(EXERCISE MATERIAL Opens)

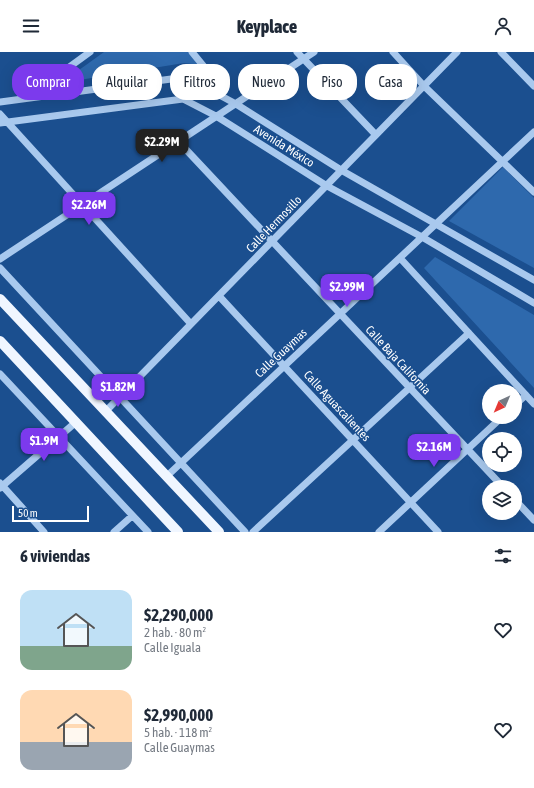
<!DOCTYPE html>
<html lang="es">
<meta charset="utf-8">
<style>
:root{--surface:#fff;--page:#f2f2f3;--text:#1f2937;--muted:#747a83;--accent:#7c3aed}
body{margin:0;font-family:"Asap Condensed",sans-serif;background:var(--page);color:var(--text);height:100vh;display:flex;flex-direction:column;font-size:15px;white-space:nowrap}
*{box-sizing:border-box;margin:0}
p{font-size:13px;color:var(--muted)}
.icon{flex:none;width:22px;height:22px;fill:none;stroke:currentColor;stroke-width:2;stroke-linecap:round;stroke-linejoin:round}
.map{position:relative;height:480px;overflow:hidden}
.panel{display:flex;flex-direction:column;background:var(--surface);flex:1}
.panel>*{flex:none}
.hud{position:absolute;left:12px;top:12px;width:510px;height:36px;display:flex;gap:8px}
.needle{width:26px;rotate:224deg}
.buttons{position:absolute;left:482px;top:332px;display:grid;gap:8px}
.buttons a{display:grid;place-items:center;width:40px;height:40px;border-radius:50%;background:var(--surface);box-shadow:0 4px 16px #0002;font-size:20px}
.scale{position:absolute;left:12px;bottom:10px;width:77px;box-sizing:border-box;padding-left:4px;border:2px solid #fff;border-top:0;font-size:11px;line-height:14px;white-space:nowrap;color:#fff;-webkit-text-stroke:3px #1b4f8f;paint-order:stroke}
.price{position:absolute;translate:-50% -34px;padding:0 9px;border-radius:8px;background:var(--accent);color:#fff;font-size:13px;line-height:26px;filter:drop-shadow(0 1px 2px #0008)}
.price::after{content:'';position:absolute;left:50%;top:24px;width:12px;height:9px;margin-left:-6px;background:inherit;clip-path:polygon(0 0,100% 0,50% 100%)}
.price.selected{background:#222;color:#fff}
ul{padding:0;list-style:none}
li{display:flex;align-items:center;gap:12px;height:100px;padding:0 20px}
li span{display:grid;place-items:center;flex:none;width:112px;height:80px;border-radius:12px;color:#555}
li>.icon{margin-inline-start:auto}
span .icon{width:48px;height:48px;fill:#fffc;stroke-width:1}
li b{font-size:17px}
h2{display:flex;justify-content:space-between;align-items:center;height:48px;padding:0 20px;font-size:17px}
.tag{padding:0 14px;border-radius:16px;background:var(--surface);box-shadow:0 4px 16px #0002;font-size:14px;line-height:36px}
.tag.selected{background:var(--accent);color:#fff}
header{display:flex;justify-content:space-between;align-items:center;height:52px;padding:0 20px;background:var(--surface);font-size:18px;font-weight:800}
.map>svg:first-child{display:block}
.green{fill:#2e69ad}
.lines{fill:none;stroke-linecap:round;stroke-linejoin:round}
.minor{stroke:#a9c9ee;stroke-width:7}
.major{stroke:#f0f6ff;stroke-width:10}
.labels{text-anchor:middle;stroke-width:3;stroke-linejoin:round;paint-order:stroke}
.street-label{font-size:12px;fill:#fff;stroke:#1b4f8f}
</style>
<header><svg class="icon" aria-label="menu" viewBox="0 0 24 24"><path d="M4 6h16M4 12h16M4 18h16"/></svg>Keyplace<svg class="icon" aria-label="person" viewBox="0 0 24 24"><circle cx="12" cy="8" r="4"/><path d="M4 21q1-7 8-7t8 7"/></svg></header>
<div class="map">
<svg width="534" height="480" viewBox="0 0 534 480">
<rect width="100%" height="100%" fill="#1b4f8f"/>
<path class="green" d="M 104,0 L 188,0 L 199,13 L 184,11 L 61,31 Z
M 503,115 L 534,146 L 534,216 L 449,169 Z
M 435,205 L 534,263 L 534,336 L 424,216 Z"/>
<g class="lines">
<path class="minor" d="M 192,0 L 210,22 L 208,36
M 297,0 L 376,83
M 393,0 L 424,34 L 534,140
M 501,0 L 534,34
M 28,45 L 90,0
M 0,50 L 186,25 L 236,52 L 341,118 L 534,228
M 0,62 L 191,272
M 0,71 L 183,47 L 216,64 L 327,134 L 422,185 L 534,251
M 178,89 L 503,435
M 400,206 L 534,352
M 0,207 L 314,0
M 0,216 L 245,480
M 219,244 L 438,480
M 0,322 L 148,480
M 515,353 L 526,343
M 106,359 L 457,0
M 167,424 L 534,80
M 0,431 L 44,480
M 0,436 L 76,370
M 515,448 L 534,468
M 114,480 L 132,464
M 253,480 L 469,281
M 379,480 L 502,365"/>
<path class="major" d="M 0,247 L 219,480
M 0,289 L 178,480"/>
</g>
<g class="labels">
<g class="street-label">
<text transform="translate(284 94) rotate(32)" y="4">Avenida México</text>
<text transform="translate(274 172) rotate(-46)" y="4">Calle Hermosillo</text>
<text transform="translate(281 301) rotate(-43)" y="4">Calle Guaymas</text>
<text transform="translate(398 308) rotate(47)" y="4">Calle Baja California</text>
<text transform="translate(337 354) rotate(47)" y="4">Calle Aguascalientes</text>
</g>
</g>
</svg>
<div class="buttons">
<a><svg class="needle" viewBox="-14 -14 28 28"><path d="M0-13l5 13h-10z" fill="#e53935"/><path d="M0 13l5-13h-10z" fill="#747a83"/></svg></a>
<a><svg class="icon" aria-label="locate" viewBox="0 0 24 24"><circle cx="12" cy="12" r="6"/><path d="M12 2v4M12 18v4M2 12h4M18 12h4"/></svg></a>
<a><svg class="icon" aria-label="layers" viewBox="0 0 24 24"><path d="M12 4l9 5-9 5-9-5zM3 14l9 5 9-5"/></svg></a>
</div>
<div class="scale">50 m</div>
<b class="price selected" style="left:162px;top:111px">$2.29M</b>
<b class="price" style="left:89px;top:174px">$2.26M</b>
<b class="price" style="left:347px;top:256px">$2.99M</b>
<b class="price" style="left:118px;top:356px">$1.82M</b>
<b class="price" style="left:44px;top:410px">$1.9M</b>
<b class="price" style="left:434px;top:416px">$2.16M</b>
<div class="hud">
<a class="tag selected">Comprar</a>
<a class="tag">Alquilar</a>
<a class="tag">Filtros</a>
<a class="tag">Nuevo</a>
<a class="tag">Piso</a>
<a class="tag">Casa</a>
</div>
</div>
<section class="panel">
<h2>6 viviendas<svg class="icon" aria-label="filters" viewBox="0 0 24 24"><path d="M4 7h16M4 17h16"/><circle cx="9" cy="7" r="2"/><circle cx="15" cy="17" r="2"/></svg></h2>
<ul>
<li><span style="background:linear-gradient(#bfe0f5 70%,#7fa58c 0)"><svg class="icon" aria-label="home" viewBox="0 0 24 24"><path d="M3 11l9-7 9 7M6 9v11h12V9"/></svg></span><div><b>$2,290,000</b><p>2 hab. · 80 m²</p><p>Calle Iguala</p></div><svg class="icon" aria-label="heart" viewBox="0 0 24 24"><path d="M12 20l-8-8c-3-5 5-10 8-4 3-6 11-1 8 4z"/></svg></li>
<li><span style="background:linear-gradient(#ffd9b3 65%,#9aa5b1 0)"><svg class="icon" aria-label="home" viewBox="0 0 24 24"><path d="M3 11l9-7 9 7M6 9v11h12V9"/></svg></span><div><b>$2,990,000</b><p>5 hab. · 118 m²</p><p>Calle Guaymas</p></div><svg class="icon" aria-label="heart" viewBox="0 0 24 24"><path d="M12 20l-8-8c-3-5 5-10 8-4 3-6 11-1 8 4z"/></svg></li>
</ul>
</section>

(EXERCISE MATERIAL Closes)
(EXERCISE MATERIAL Opens)

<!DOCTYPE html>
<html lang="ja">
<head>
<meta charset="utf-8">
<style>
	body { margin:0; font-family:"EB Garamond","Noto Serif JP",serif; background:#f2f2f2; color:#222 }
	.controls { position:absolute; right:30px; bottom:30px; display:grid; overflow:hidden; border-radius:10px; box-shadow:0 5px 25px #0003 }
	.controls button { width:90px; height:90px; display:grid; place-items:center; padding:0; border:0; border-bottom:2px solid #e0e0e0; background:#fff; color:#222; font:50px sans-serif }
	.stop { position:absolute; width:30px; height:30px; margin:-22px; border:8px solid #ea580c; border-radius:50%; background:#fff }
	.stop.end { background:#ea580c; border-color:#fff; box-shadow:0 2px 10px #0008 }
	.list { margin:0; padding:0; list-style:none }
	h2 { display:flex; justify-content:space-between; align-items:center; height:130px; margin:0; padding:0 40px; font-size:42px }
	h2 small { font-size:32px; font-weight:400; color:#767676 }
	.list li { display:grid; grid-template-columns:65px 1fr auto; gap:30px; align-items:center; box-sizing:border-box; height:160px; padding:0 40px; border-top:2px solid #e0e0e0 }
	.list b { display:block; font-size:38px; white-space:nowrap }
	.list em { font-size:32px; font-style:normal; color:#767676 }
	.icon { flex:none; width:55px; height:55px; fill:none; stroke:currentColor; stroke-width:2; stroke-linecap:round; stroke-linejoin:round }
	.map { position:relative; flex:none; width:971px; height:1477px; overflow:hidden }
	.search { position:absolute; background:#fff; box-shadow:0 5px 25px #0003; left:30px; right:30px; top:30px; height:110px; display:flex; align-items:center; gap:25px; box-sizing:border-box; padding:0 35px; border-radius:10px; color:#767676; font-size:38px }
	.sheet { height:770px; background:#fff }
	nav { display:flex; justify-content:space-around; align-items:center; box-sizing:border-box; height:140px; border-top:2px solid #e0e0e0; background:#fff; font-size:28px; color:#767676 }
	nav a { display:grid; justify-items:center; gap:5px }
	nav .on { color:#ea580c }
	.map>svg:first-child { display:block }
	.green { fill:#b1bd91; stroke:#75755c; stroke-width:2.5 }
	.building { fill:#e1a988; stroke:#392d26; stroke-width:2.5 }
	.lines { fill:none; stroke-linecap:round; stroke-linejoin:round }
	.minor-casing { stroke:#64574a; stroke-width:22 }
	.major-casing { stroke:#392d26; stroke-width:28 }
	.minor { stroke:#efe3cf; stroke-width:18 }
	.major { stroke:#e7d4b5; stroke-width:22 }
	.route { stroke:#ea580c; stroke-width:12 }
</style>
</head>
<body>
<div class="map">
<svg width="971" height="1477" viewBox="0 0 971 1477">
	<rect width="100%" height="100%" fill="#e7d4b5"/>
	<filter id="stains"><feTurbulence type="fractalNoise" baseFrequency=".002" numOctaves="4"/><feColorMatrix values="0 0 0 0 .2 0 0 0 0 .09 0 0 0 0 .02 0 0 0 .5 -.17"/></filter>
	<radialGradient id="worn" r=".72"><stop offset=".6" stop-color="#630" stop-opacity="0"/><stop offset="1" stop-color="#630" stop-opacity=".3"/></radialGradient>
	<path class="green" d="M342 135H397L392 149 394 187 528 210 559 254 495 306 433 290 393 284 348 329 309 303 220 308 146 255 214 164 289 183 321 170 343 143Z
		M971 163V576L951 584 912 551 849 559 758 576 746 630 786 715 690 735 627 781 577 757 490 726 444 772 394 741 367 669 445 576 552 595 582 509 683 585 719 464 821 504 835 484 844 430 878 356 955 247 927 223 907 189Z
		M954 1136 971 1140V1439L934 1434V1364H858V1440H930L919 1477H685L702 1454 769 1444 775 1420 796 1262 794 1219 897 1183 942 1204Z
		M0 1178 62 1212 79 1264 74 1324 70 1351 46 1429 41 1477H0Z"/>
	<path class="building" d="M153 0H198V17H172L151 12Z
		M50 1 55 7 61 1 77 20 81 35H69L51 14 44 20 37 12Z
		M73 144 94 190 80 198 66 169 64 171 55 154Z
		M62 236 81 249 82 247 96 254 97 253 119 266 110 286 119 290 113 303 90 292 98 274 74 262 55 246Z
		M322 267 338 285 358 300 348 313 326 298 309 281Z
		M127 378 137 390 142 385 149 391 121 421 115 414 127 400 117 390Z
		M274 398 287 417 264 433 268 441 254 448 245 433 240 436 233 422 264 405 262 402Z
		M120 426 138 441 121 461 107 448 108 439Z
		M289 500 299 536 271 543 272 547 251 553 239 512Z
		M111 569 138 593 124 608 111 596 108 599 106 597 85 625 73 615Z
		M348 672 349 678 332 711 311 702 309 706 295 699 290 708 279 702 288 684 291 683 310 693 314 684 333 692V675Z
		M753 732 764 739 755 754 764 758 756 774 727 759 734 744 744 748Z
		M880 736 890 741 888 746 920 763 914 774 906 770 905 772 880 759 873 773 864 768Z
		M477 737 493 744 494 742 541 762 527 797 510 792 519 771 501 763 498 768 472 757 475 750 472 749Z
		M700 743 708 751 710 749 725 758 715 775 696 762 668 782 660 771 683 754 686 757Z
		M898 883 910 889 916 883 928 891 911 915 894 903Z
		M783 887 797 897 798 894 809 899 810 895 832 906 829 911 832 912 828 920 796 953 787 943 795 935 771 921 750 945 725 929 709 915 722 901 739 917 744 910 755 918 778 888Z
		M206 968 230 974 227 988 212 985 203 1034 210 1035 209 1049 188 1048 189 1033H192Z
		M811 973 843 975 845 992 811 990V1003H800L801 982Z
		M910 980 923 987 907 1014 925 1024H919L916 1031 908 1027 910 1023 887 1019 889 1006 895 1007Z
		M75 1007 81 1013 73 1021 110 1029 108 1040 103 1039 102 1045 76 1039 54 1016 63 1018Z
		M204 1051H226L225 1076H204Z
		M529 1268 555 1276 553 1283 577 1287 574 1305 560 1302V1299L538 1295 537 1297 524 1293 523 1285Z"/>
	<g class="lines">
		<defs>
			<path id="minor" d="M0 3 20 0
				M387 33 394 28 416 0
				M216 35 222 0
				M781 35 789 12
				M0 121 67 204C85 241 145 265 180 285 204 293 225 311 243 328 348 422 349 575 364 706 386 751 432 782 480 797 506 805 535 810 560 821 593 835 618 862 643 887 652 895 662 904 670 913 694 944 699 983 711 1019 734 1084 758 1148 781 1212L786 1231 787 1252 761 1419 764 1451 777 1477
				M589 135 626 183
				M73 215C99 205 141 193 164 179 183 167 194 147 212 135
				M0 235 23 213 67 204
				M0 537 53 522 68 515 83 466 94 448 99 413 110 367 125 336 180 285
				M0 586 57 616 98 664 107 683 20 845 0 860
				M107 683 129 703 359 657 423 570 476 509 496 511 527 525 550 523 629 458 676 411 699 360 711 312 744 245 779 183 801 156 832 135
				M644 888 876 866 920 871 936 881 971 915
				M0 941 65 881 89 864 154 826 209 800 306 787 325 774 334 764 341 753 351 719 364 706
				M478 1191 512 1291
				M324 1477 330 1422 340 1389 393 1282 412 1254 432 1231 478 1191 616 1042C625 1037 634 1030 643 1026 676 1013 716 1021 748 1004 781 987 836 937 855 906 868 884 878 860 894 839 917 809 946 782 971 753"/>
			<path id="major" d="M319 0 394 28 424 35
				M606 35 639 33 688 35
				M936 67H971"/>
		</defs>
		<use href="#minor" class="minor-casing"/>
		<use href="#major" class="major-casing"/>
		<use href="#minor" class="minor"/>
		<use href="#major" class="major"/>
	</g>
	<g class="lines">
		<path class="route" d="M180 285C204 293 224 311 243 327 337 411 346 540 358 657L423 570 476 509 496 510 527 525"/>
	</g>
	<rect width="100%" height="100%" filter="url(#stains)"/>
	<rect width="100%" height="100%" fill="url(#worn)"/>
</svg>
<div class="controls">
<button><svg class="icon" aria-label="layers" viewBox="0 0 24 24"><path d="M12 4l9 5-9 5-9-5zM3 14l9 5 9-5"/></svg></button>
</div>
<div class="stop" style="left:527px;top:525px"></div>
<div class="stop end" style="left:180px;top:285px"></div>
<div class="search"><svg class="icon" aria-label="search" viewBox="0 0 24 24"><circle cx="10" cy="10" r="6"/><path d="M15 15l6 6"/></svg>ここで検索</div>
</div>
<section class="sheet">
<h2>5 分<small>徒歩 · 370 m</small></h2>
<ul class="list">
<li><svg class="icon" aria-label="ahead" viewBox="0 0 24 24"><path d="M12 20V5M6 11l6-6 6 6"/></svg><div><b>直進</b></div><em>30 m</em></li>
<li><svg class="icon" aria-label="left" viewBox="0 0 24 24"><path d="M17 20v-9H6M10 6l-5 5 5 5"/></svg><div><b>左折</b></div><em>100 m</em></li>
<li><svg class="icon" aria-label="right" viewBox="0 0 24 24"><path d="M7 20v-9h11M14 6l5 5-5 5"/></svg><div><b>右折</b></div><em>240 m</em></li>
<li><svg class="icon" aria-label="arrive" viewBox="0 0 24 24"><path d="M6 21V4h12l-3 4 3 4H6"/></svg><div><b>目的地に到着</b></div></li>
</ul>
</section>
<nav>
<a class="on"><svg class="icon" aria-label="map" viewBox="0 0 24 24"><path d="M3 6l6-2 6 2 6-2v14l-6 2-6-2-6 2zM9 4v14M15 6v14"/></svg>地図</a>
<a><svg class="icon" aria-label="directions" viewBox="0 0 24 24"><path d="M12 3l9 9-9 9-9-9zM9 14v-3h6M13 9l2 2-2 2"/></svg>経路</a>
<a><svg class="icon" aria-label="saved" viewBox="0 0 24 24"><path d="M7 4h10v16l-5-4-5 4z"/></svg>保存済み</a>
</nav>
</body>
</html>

(EXERCISE MATERIAL Closes)
(EXERCISE MATERIAL Opens)

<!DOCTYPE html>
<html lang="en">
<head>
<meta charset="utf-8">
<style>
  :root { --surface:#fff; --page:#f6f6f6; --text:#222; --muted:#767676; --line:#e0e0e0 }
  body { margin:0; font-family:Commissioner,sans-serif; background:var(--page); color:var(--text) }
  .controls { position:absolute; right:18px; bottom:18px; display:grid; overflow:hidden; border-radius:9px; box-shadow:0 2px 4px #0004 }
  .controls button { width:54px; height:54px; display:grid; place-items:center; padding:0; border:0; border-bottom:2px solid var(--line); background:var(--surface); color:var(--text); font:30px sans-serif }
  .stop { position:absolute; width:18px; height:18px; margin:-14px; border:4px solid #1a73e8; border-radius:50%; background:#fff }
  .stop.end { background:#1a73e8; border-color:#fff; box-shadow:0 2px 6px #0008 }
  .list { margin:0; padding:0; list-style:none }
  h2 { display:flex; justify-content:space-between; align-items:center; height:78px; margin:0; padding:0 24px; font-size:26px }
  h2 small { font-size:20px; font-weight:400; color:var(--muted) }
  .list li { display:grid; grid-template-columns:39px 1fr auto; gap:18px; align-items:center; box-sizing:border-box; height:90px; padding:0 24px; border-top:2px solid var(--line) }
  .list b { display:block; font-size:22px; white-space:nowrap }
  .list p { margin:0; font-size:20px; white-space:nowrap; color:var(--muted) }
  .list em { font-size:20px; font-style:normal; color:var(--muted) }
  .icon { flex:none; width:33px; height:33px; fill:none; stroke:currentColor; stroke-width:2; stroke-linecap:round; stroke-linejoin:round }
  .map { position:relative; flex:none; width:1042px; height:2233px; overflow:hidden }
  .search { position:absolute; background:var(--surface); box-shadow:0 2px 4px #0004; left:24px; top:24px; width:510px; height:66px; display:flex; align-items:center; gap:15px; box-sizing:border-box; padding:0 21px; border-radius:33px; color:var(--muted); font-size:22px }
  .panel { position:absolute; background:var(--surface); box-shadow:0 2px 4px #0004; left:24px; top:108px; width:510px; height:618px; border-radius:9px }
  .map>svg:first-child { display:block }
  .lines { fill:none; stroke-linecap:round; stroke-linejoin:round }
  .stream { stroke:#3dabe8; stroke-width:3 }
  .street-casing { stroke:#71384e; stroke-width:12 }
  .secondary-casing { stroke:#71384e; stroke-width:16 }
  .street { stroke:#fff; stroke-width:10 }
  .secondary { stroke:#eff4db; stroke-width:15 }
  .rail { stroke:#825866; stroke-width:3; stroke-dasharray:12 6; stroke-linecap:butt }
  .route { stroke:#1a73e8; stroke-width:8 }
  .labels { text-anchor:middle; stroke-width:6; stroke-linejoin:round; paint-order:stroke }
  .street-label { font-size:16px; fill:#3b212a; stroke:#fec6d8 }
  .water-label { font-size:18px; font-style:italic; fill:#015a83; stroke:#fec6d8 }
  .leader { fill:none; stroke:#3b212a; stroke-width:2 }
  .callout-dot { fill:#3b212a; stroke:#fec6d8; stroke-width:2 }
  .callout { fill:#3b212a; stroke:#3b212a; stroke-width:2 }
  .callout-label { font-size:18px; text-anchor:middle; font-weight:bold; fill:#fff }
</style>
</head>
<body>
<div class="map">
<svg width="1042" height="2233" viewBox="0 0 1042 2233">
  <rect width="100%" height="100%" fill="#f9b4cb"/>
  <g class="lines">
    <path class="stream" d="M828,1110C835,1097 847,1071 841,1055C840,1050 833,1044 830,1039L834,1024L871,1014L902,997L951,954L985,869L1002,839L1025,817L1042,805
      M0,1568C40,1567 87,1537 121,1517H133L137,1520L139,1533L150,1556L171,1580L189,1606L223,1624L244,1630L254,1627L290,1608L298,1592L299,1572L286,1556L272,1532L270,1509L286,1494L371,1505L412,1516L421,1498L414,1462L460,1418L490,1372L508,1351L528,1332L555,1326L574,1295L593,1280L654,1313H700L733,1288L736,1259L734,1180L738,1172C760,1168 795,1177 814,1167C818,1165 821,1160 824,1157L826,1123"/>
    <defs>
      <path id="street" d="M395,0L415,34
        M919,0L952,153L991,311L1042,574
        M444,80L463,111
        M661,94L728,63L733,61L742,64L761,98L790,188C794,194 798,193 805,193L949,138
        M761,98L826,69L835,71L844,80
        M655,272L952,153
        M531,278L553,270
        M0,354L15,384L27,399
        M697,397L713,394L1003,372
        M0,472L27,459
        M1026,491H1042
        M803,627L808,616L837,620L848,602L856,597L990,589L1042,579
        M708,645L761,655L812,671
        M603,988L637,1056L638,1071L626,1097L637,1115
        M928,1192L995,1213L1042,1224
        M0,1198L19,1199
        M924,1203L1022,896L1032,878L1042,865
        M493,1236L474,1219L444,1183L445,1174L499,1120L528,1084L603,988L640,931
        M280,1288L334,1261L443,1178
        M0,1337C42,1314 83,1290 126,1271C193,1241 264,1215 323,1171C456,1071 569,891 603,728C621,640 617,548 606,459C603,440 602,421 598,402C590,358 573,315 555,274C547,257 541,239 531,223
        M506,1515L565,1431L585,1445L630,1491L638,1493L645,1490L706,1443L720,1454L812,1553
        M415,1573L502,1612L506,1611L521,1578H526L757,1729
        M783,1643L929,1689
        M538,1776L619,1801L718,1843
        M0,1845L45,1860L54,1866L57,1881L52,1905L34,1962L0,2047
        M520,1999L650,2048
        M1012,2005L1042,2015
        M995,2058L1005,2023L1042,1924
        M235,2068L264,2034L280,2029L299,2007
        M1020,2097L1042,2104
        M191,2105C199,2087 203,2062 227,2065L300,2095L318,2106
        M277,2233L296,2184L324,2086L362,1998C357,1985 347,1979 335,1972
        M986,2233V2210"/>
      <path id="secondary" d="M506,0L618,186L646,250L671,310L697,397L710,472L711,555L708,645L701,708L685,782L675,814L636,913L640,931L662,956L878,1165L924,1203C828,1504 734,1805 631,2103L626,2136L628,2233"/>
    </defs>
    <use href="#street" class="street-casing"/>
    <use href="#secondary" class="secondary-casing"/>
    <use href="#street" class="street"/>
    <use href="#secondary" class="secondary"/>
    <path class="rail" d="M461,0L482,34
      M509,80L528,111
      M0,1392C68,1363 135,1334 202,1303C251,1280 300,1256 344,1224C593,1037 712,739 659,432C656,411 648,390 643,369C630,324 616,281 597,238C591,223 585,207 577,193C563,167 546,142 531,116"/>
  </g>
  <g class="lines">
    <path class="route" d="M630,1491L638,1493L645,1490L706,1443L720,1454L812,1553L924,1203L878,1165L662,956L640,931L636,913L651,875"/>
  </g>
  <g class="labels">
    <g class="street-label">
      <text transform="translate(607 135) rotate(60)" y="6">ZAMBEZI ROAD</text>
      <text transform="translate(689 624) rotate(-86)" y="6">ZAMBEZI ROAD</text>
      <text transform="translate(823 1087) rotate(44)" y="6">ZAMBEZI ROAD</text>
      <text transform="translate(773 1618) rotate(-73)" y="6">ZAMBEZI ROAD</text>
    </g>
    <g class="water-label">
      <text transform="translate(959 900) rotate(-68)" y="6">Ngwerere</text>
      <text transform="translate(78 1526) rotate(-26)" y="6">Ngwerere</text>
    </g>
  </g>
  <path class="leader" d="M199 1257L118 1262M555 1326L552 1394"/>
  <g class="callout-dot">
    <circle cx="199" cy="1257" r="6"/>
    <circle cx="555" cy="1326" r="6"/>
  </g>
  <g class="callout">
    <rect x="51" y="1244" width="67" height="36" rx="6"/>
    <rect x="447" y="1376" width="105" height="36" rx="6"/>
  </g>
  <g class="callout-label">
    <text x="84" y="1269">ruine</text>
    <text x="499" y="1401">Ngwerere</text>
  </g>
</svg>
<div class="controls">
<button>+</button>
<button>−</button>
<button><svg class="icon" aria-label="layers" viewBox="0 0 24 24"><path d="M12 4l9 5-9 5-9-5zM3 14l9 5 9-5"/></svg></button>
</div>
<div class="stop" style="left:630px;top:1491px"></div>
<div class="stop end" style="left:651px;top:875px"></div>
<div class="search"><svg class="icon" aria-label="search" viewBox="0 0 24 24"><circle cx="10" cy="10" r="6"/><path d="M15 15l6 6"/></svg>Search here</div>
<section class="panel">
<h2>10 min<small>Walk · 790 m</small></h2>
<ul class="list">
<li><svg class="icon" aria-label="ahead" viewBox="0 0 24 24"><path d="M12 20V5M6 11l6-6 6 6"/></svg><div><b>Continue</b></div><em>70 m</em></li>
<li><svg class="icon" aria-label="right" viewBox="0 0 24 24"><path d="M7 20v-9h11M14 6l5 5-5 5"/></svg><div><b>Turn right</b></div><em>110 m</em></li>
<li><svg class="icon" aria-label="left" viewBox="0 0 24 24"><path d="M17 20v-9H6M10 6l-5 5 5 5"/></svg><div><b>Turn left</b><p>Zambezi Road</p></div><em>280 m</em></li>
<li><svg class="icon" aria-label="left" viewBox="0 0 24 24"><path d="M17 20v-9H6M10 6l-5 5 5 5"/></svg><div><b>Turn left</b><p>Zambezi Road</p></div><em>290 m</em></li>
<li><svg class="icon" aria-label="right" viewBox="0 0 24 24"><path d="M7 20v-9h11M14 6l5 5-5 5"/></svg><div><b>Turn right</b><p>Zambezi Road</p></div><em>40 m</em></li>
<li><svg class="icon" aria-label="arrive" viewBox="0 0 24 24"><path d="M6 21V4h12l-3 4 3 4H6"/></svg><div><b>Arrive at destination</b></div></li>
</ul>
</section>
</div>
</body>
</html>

(EXERCISE MATERIAL Closes)

- INSTRUCTIONS FOR THE TASK: Every line of the listing that includes "template" must be shown.

- RESPONSE:
	.list li { display:grid; grid-template-columns:65px 1fr auto; gap:30px; align-items:center; box-sizing:border-box; height:160px; padding:0 40px; border-top:2px solid #e0e0e0 }
  .list li { display:grid; grid-template-columns:39px 1fr auto; gap:18px; align-items:center; box-sizing:border-box; height:90px; padding:0 24px; border-top:2px solid var(--line) }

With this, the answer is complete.